The problem: Output exactly, please, the lines of the records below from the one containing "6 2 6-2v14l-6" through the final line.

Exercise material:
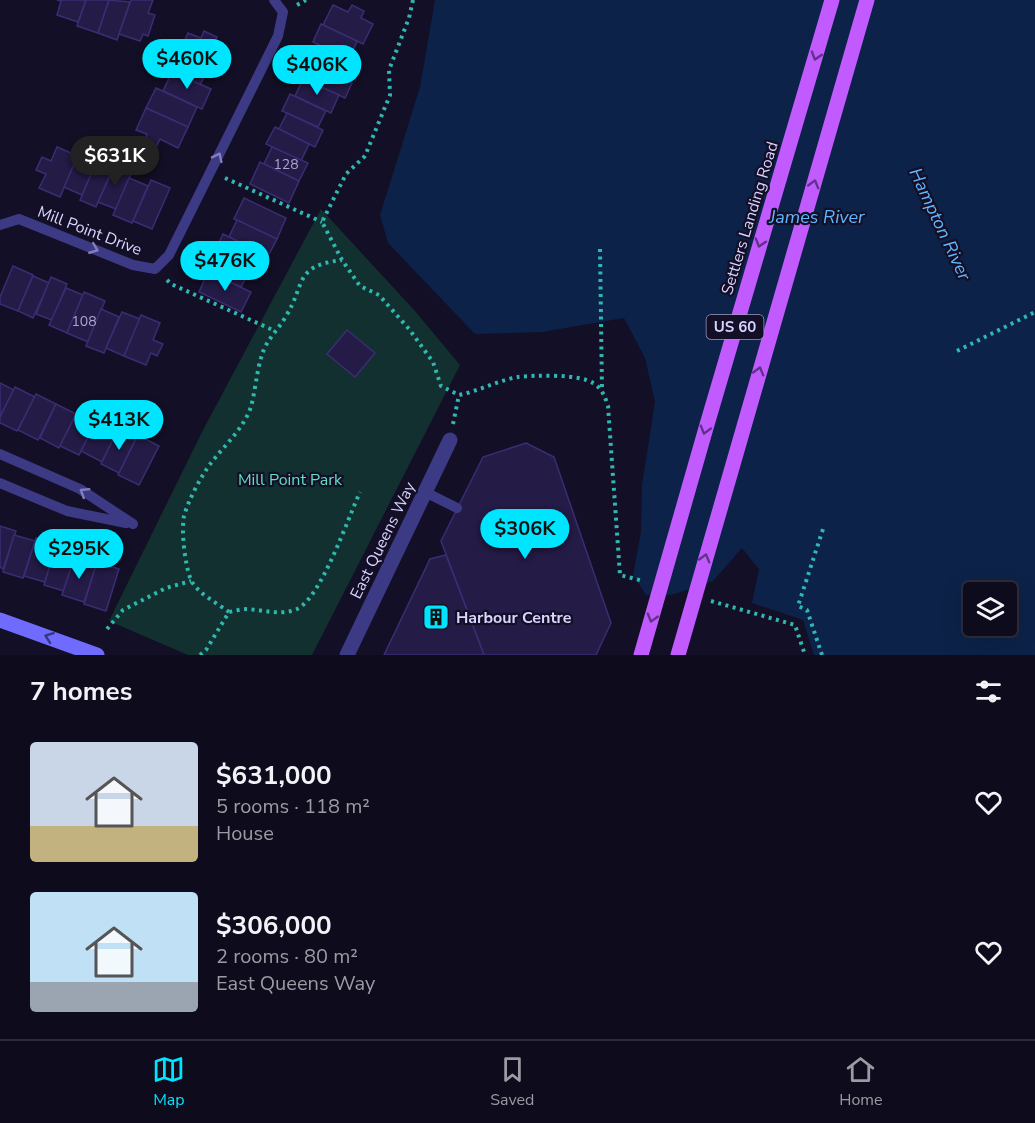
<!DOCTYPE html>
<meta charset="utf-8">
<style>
body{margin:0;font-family:"Nunito Sans",sans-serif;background:#1c1929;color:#f1f3f6;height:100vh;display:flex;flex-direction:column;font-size:22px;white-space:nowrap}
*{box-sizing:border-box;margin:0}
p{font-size:20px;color:#9b9ba3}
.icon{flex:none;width:33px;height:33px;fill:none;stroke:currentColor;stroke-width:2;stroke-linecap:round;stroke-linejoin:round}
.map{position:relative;height:655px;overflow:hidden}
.panel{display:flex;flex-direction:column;background:#0e0b1c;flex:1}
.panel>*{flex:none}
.controls{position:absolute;left:963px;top:582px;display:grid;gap:12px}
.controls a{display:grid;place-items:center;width:54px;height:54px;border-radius:6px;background:#0e0b1c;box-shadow:0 6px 24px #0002,0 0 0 2px #2e2b3b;font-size:30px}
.price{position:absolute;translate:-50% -51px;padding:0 14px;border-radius:21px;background:#00e5ff;color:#111;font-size:20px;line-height:39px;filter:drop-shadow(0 2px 3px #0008)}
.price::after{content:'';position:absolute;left:50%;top:36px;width:18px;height:14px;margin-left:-9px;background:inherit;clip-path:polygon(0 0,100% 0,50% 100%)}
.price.selected{background:#222;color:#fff}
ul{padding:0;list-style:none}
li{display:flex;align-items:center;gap:18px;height:150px;padding:0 30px}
li span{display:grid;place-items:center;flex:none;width:168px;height:120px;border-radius:6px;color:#555}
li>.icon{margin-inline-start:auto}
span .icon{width:72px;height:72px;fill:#fffc;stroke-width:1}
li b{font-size:26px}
h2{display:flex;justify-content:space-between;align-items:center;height:72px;padding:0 30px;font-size:26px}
.dock{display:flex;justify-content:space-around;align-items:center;height:84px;border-top:2px solid #2e2b3b;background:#0e0b1c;font-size:16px;color:#9b9ba3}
.dock a{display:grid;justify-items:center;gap:3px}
.dock .selected{color:#00e5ff}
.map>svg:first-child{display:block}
</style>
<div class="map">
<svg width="1035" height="655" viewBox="0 0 1035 655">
<rect width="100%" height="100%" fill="#130f26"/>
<path fill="#12302f" d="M321,209L415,311L460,365L312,655H188L109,621L202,432Z"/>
<path fill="#0c2248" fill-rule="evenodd" d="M435,0H1035V655H814L803,620L752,603L759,569L742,548L713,581L671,595H646L633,575L641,532L642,485L655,402L645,358L624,318L542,332L475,334L388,243L380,215L420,87ZM974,592H1006V626H974Z"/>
<g fill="#241b47" stroke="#3b2d73" stroke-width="1.5">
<path d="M57,0H86L78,22L57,15L61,1Z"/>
<path d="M86,0H109L98,33L77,26Z"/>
<path d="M109,0L130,2L117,40L98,33Z"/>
<path d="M131,0H153L148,13L155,15L148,36L143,34L140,41L119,34Z"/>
<path d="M333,5L348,12L352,5L364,11L361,18L373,24L363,44L323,25Z"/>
<path d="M321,24L357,41L349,60L313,42Z"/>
<path d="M204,31L217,37L213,45L229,52L219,72L179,54L188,33L201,38Z"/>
<path d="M319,45L354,62L346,80L310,63Z"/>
<path d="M174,51L209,67L200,85L166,69Z"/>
<path d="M317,67L352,83L345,98L310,82Z"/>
<path d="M172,72L211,89L202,109L163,91Z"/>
<path d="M303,79L339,95L331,113L295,96Z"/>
<path d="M156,88L197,107L188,127L146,108Z"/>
<path d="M290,94L326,111L318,127L282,111Z"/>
<path d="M146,108L188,127L178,148L160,139L155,149L143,143L147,134L136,130Z"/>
<path d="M287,113L323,130L315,147L279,129Z"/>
<path d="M275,127L309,144L301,161L266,144Z"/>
<path d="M57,147L78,156L60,197L39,188L46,174L36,170L42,157L51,161Z"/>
<path d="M272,147L308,163L299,181L264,164Z"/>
<path d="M80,151L98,159L82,195L64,187Z"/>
<path d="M260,162L299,181L289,203L250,184Z"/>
<path d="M96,163L112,170L96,207L80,200Z"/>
<path d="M115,165L132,172L116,209L98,202Z"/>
<path d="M129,178L148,186L132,223L113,215Z"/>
<path d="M151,180L170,188L152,229L133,221Z"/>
<path d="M244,198L286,218L277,239L234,219Z"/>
<path d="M237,220L277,239L268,256L229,237Z"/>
<path d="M223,234L258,251L250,270L214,253Z"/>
<path d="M214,253L250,270L241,287L206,270Z"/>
<path d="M13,266L33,275L18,311L0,304V297Z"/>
<path d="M208,272L251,292L241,312L199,292Z"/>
<path d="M33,276L49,283L33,318L18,311Z"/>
<path d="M51,277L67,284L52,320L36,314Z"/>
<path d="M66,288L83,295L67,333L49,325Z"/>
<path d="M84,292L105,301L88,342L67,333Z"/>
<path d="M101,309L119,317L104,353L86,346Z"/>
<path d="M122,312L140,319L124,356L106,348Z"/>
<path d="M141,315L160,323L153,340L163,344L157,356L151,353L146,365L124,356Z"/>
<path d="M347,330L375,353L355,377L327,354Z"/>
<path d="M0,383L14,390L0,417Z"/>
<path d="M15,387L35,397L17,431L0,423V417Z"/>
<path d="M36,394L56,404L38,440L18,430Z"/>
<path d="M56,404L76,414L59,448L40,438Z"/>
<path d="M77,412L97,421L79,455L60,446Z"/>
<path d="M99,416L120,426L102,462L81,451Z"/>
<path d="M118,429L136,438L119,473L101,464Z"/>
<path d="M138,435L159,446L139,485L118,475Z"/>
<path d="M526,443L554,457L611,623L596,655H484L441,541L483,457Z"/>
<path d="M0,526L16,531L3,569L0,567Z"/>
<path d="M14,535L35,541L23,578L3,572Z"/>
<path d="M36,538L57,545L45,582L24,576Z"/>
<path d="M55,548L75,555L64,591L44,585Z"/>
<path d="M446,555L484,655H384L430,559Z"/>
<path d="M74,558L96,566L84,602L62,595Z"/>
<path d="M97,562L119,569L106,611L84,604Z"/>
</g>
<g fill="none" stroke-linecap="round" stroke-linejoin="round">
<g stroke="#2fb8b0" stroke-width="4" stroke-dasharray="3 4.5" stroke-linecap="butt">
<path d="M413,0L409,18L389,70L390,95L365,156L346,174L322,222L342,260L360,286L379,295L409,329L433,362L441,386L459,395C479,391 499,380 518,377C535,375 580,374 593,383C602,388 605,397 608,406L620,575L643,581"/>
<path d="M297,5L306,0"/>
<path d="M225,178L322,222"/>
<path d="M600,249L602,390"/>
<path d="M167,280L171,284L275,331"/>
<path d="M957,351L1035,312"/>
<path d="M453,424L459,395"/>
<path d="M711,601L795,625L805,655"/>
<path d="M229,612C217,603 197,593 191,580C185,566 181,531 184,516C188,501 201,476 211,463C224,446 240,432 249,412C255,398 256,372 262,355C266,340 279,329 286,316C306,284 293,266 342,260"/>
<path d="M107,629L123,610L166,588L191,581"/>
<path d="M200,655L206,650L229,612C235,611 241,609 247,609C264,610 281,616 297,609C321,598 348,518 360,492"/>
<path d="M822,655L807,610L798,606L824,526"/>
</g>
<g stroke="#3d3a85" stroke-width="10">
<path d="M0,225L19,219L133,265L155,269L169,255L278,36L283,12L274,0"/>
<path d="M0,454L80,489L133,524"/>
<path d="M0,483L67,511L126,523"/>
<path d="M425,492L457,508"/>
</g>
<path stroke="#3d3a85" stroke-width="15" d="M347,655L450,440"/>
<path stroke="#6f6bff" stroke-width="15" d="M0,620L97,655"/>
<g stroke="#c25bff" stroke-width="15">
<path d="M641,655L706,428L832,0"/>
<path d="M678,655L867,0"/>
</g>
</g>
<defs><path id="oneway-chevron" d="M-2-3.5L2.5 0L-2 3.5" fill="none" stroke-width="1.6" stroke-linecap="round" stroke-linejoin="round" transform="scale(1.5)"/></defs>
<g stroke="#623188">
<use href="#oneway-chevron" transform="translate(816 56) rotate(107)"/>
<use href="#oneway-chevron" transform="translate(814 184) rotate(-74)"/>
<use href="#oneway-chevron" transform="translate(760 243) rotate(107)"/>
<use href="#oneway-chevron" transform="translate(759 371) rotate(-74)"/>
<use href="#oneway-chevron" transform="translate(705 430) rotate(106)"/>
<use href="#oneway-chevron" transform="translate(705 558) rotate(-74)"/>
<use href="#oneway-chevron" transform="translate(652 618) rotate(106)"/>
</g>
<g stroke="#837fbc">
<use href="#oneway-chevron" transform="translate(218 157) rotate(-64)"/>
<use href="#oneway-chevron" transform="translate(94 249) rotate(22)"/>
<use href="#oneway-chevron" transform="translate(84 492) rotate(-148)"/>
</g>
<use stroke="#38347d" href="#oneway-chevron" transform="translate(49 637) rotate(-160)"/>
<defs>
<symbol id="building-square" viewBox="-11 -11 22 22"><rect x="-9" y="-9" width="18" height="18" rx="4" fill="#00e5ff" stroke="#130f26"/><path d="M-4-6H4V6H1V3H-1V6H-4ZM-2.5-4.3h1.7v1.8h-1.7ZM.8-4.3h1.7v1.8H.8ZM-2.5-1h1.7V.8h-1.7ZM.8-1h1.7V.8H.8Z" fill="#111"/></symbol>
</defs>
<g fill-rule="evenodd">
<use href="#building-square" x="421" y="602" width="30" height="30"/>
</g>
<g text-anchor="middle" stroke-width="4.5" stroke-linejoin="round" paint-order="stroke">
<g font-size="14" fill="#aca6d1">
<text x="286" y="169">128</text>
<text x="84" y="326">108</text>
</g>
<rect fill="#130f26" stroke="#9e99be" stroke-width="1.5" x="706.5" y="315" width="57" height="24" rx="4.5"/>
<g font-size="15" font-weight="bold" fill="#d9d4ff">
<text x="735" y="332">US 60</text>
</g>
<g font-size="16" fill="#d9d4ff" stroke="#130f26">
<text transform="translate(749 218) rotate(-73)" y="6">Settlers Landing Road</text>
<text transform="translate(90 230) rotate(21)" y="6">Mill Point Drive</text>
<text transform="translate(382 540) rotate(-64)" y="6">East Queens Way</text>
</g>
<g font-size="16" fill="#5fe0c0" stroke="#130f26">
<text x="290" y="485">Mill Point Park</text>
</g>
<g font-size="16" font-weight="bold" fill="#d9d4ff" stroke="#130f26" text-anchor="start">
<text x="456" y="623">Harbour Centre</text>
</g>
<g font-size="18" font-style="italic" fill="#62b6ff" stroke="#130f26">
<text x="817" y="223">James River</text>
<text transform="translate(940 224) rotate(65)" y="6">Hampton River</text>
</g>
</g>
</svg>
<div class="controls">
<a><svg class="icon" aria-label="layers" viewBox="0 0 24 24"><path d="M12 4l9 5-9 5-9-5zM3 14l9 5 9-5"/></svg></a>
</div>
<b class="price" style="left:187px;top:90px">$460K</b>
<b class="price" style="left:317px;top:96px">$406K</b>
<b class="price selected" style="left:115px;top:187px">$631K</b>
<b class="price" style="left:225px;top:292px">$476K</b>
<b class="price" style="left:119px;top:451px">$413K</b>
<b class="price" style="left:525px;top:560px">$306K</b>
<b class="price" style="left:79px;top:580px">$295K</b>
</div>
<section class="panel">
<h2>7 homes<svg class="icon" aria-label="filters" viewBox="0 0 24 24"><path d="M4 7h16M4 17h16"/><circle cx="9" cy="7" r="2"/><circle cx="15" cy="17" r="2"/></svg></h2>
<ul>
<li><span style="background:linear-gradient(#c9d6e8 70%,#c2b280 0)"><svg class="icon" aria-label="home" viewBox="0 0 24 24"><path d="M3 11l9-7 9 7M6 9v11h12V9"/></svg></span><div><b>$631,000</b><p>5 rooms · 118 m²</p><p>House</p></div><svg class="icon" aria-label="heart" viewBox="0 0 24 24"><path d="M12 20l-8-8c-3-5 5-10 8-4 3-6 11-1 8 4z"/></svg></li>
<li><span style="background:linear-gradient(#bfe0f5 75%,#9aa5b1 0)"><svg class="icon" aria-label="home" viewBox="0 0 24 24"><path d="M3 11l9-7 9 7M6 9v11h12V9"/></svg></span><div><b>$306,000</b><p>2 rooms · 80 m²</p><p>East Queens Way</p></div><svg class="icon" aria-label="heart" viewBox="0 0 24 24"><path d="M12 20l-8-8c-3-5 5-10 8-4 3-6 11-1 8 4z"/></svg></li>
</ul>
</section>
<nav class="dock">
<a class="selected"><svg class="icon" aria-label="map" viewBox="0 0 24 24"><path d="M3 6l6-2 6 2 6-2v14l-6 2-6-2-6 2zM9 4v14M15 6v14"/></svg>Map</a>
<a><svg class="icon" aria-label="saved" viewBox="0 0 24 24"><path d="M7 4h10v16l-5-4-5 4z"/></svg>Saved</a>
<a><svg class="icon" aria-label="home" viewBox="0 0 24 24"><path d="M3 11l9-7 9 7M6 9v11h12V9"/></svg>Home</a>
</nav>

Solution to this exercise:
<a class="selected"><svg class="icon" aria-label="map" viewBox="0 0 24 24"><path d="M3 6l6-2 6 2 6-2v14l-6 2-6-2-6 2zM9 4v14M15 6v14"/></svg>Map</a>
<a><svg class="icon" aria-label="saved" viewBox="0 0 24 24"><path d="M7 4h10v16l-5-4-5 4z"/></svg>Saved</a>
<a><svg class="icon" aria-label="home" viewBox="0 0 24 24"><path d="M3 11l9-7 9 7M6 9v11h12V9"/></svg>Home</a>
</nav>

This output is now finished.